In AES Ust-Kamenogorsk Hydropwer Plant LLP v Ust-Kamenogorsk Hydropower Plant JSC [2010] EWHC 722 (Comm) the High Court ruled that it had jurisdiction to grant declarations and continue an anti-suit injunction to protect an arbitration clause in a contract between two Kazakhstani companies, AES Ust-Kamenogorsk Hydropwer Plant LLP (AESUK) and Ust-Kamenogorsk Hydropower Plant JSC (JSC).

Pursuant to a complex series of contracts (the detail of which was not relevant to the case) JSC was effectively the owner and grantor of a 20 year concession to operate a hydroelectric plant in Kazakhstan and AESUK was the grantee and lessee of said concession. During the course of the concession, various disputes arose between the parties, principally relating to an alleged failure by AESUK to comply with requests by JSC for information regarding the value of the concession.

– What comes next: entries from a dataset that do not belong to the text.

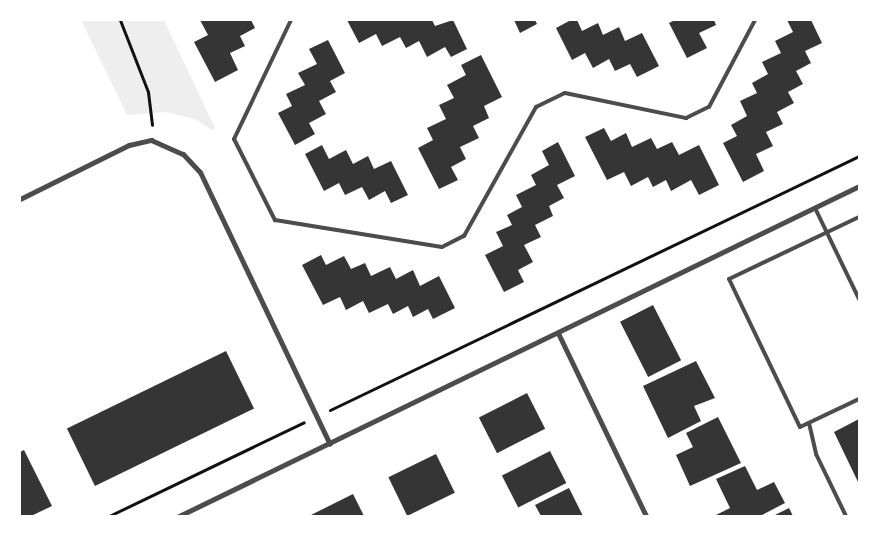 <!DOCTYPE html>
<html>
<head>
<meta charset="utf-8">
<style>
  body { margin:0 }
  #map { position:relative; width:879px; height:536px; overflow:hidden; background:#fff; font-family:Poppins,sans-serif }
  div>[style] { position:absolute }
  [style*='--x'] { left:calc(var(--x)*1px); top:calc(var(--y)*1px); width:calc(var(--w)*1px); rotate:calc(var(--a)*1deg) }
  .green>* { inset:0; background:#eee }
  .building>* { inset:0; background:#353535; transform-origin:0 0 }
  .path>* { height:3px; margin:-1.5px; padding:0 1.5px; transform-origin:1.5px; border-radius:1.5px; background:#111 }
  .service>* { height:4px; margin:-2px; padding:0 2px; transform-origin:2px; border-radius:2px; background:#4c4c4c }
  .minor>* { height:5px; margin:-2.5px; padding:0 2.5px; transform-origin:2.5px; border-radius:2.5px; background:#4c4c4c }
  span { translate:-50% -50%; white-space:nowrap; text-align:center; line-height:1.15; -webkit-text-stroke:4px #fff; paint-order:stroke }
  .frame { position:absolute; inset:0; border:21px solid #fff; pointer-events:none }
</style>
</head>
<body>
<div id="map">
  <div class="green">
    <div style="clip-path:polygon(81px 20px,164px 20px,215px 128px,212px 130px,195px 119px,166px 112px,127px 115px)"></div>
  </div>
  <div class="building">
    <div style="clip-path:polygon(200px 20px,251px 20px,255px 28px,240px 36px,245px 46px,230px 53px,238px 70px,215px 82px,194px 42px,208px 35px)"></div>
    <div style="clip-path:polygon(347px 20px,432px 20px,435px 26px,453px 20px,467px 49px,451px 57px,445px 47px,427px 57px,419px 41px,406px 48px,400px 37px,382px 46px,376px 34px,359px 43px)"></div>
    <div style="clip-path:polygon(514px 20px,535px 20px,537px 24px,520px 33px)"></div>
    <div style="clip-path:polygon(571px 20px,577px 20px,582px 31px,598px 23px,603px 35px,619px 27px,625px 41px,642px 33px,659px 66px,637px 77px,630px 64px,615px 71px,609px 59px,593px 68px,585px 53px,572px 60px,556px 28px)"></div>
    <div style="clip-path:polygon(675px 20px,714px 20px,716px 25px,699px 33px,707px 48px,687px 58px,669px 23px)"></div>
    <div style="clip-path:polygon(787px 20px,811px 20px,822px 43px,805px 51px,811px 63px,796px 71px,803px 84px,788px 92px,794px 103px,777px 112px,783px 124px,766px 132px,773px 146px,756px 154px,764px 171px,743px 182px,723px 143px,737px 136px,731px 125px,747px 116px,740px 101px,757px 93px,752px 83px,768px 74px,762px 62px,781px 53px,775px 41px,793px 32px)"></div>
    <div style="clip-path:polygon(328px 40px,345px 73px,330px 81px,336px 92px,319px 101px,326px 114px,309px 123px,315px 134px,295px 145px,278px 113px,292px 106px,286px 94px,305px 85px,298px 73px,317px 64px,309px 49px)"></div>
    <div style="clip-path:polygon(481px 55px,502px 97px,484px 106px,489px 118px,473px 126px,479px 138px,460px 147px,466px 159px,451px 167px,458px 180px,439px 189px,418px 148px,433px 140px,427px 128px,446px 119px,439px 105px,454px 98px,447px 85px,466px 75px,461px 65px)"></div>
    <div style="clip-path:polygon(604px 128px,611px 141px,626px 133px,632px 147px,651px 138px,657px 149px,672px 142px,679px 155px,699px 145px,719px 185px,699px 195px,691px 180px,671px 191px,666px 180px,653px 187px,648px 177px,631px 186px,624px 172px,607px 180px,585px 137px)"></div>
    <div style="clip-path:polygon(558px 142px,575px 176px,557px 185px,564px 198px,549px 206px,553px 216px,535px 225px,541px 237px,524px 245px,533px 262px,518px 270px,524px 282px,504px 292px,485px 255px,503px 246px,496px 232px,512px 225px,507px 215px,522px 207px,516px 195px,536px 185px,531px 175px,549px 165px,542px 151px)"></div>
    <div style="clip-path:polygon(322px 145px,329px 159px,346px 150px,353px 164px,368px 156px,374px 169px,391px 161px,408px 195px,391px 203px,385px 191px,369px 200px,362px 187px,345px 195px,339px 183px,324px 191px,305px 154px)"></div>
    <div style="clip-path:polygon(321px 255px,326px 265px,344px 256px,351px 269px,365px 263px,371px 276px,390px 267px,396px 279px,413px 270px,420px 286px,439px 276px,455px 308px,433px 319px,428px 309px,413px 317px,408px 306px,393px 314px,388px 304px,369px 313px,363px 301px,346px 310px,340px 297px,323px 305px,302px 265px)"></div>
    <div style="left:653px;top:305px;width:62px;height:37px;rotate:63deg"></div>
    <div style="left:226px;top:351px;width:64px;height:177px;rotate:64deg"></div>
    <div style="clip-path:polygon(696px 361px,715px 398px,694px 406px,701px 421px,668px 438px,643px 386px)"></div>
    <div style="left:527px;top:393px;width:40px;height:54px;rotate:63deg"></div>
    <div style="clip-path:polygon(718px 417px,741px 463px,690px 486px,676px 455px,693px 447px,686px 433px)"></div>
    <div style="clip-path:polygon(859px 419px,859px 484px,834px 432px)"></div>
    <div style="clip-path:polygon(24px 450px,52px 506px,31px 516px,20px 516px,20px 452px)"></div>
    <div style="left:550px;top:451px;width:36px;height:54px;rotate:63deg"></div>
    <div style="left:436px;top:454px;width:43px;height:53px;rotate:64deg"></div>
    <div style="clip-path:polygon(745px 466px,757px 490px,774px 482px,785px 503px,760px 516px,714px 516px,730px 508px,716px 479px)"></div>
    <div style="clip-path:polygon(569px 488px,583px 516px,541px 516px,535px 505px)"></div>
    <div style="clip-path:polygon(353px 494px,364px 516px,309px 516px)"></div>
    <div style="clip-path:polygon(789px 508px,793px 516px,773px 516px)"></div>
  </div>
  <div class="path">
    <div style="--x:120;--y:20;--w:77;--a:68.7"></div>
    <div style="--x:148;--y:92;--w:33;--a:83"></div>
    <div style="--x:330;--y:410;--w:587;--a:-25.65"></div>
    <div style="--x:109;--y:516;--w:216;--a:-25.7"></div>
  </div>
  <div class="service">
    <div style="--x:291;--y:20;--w:132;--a:115.6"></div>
    <div style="--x:234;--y:139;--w:91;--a:63.2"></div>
    <div style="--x:275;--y:220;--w:169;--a:9.2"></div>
    <div style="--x:442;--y:247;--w:25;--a:-27"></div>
    <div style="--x:464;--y:236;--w:148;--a:-60.8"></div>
    <div style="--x:536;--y:107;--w:32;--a:-26"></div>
    <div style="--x:565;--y:93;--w:124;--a:11.7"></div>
    <div style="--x:686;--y:118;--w:25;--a:-26"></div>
    <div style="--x:709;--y:107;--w:98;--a:-62.1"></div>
    <div style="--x:815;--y:208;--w:101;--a:64.2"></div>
    <div style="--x:859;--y:217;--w:144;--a:154.5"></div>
    <div style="--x:729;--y:279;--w:164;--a:64.4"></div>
    <div style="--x:800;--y:427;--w:65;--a:-25.4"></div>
    <div style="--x:809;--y:423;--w:32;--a:77"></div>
    <div style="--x:816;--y:454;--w:69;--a:64.2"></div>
  </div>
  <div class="minor">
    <div style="--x:20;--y:199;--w:122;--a:-26.4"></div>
    <div style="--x:129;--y:145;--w:23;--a:-13"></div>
    <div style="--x:151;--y:140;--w:35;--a:24"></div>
    <div style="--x:183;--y:154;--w:25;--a:47"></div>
    <div style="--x:200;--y:172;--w:301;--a:64.5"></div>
    <div style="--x:558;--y:333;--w:203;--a:64.3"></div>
    <div style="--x:179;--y:516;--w:756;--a:-25.89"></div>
  </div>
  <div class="frame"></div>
</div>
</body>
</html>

This resulted in JSC bringing proceedings in the Kazakhstan courts, which AESUK disputed on the grounds of the existence of an English arbitration clause in the concession agreement. AESUK was unsuccessful in its opposition to the claims in Kazakhstan and so obtained an ex parte anti-suit injunction in England. It then applied in the present proceedings for declarations that the arbitration clause was valid, that the dispute regarding the supply of information fell within the clause and that the anti-suit injunction ought to be continued pursuant to either s44 of the Arbitration Act 1996 (which gives the court powers to make orders in support of arbitrations on the application of a party or proposed party to the arbitration), or s37 of the Superior Courts Act 1981 (which gives the court general powers to grant injunctions). JSC argued, inter alia, that the English courts did not have jurisdiction to grant an injunction as it was not permissible to rely on either statute referred to above. There was, therefore, no arbitration claim which could have formed the basis of an application to serve an arbitration claim form out of the jurisdiction under CPR 62 and the claim did not fall within any of the jurisdictional "gateways" in CPR 62.5.

Mr Justice Burton held that AESUK could not rely on s44 Arbitration Act 1996 and could not, therefore, rely on the jurisdictional gateway contained in CPR 62.5(1)(b). Section 44 could only apply if there were actual or intended arbitration proceedings, which there were not in the present case, as AESUK did not intend to commence any proceedings, it merely wished to ensure that any proceedings brought against it would be brought by way of arbitration in England. However, s37 Superior Courts Act 1981 was wider than s44, and there was no reason why it could not be relied upon. It was not necessary for an application under s37 to be parasitic on a separate cause of action; the cause of action in this case was simply the enforcement of the arbitration clause. The gateway in CPR 62.5(1)(c) could therefore be used, even where there was no actual or intended arbitration proceedings, provided that the claimant in question was relying on a contractual right not be sued in a foreign country. The anti-suit injunction was therefore upheld. Burton J was careful to point out, however, that care should always be taken not to oust the arbitral jurisdiction in circumstances such as these.

Burton J went on to hold that any dispute as to the jurisdiction of the arbitrators over the claim or the applicability of the arbitration clause could be properly dealt with by the arbitrators in any future arbitration between the parties.

This case shows that it will not always be necessary for a party to have commenced arbitration proceedings before it turns to the English courts for declaratory or injunctive relief. However, it is likely this will only apply where the party seeking the anti-suit injunction is the defendant in the proposed action, and is not seeking to commence an arbitration, but is simply seeking to ensure that any action against it is taken in arbitration in England rather than elsewhere.